Suddivisa in Accoglienza per le detenute nuove giunte e sezione Isolamento per le detenute sottoposte a sorveglianza a vista o sottoposte a regime art. 14 bis., composta da 10 stanze di cui otto sono inagibili. Essendo quasi tutta la sezione inagibile le nuove giunte vengono poste anche al I piano della sez. Camerotti, mentre le detenute in isolamento vengono poste dove c’è spazio, ad esempio una detenuta è stata posta in isolamento sanitario nella sez.
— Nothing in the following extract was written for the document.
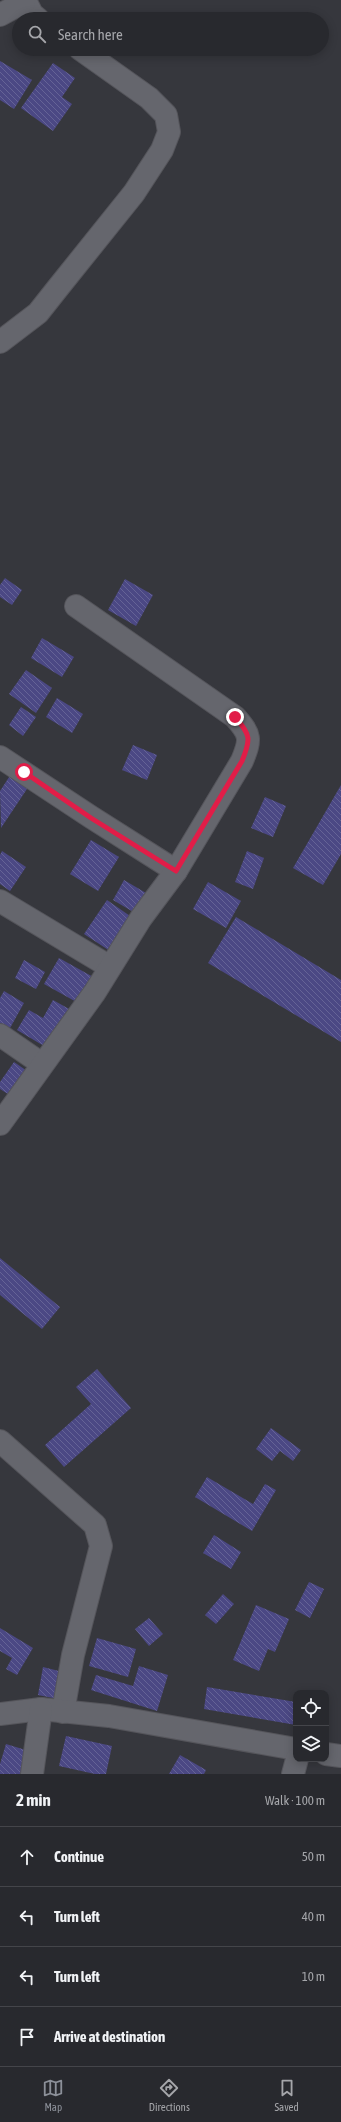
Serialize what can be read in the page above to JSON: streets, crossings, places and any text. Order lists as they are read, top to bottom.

AS2 e un’altra in isolamento nella sez. Nido!

  • Presenza doccia: si.
  • Presenza lavabo e water (specificare se a vista o no): sì, separati
  • Acqua calda: non sempre.
  • Luce naturale/artificiale: si
  • Ventilazione/areazione: si
  • Riscaldamento: si
  • Spazio minimo a disposizione per detenuto:
  • Decoro:
  • Sale Culto: una cappella di rito cattolico
  • Ministri Culto: cattolico
  • Presenza medica e paramedica nelle 24 H: si.
  • Area esterna:
    Tempo permanenza area esterna (non meno di quattro ore al giorno):
    Attività area esterna: 
  • Note:
Struttura delle camere di pernottamento sezione lavoranti esterni - semilibertà
  • Presenza doccia: si.
  • Presenza lavabo e water (specificare se a vista o no): tre bagni separati dalle camere detentive.
  • Acqua calda: si.
  • Luce naturale/artificiale: si
  • Ventilazione/areazione: si
  • Riscaldamento: si
  • Spazio minimo a disposizione per detenuto: al limite. Le detenute stanno in uno spazio che concede poca vivibilità. Hanno una cucina da dividere in circa 12/13 detenute e sono costrette a mangiare per turni nella piccola area dedicata.
  • Decoro: sì.
  • Sale Culto: no
  • Ministri Culto: no
  • Presenza medica e paramedica nelle 24 H: si.
  • Area esterna:
    Tempo permanenza area esterna (non meno di quattro ore al giorno): le detenute sono per la maggior parte della giornata fuori dall’istituto.
    Attività area esterna: semilibere/lavoranti esterne
  • Note:
Forniture
  • Materiale pulizia cella: fornitura secondo normativa ministeriale.
  • Prodotti igiene personale: fornitura al momento del primo ingresso. Successivamente la fornitura è offerta dal servizio di volontari o a carico delle detenute. Le detenute lamentano scarsa fornitura di prodotti, soprattutto di assorbenti intimi.
  • Biancheria / Lenzuola: cambio biancheria settimanale.
  • Vitto differenziato: disponibile, su richiesta.
Spazi dedicati alle relazioni con i familiari
  • Sala d’attesa per i familiari: presente. Si intende procedere al miglioramento della sala per adeguarla alla presenza dei bambini. I tempi di attesa sono molto bassi.
  • Presenza divisori: non presenti. Sala con tavoli. Le detenute richiedono una maggiore flessibilità in questa area di utilizzo di cibo e bevande per la presenza frequente di minori.
  • Area verde: presente
  • Ludoteca: presente ma limitato utilizzo per gli spazi poco ampi e per mancanza del personale penitenziario sufficiente.
Attività trattamentali

Lavorative

Al lavoro accedono soprattutto le detenute definitive; a rotazione alcuni lavori sono riservati in piccola parte a detenute giudicabili. Nonostante le iniziative presenti la richiesta di lavoro risulta ancora di molto superiore all’offerta.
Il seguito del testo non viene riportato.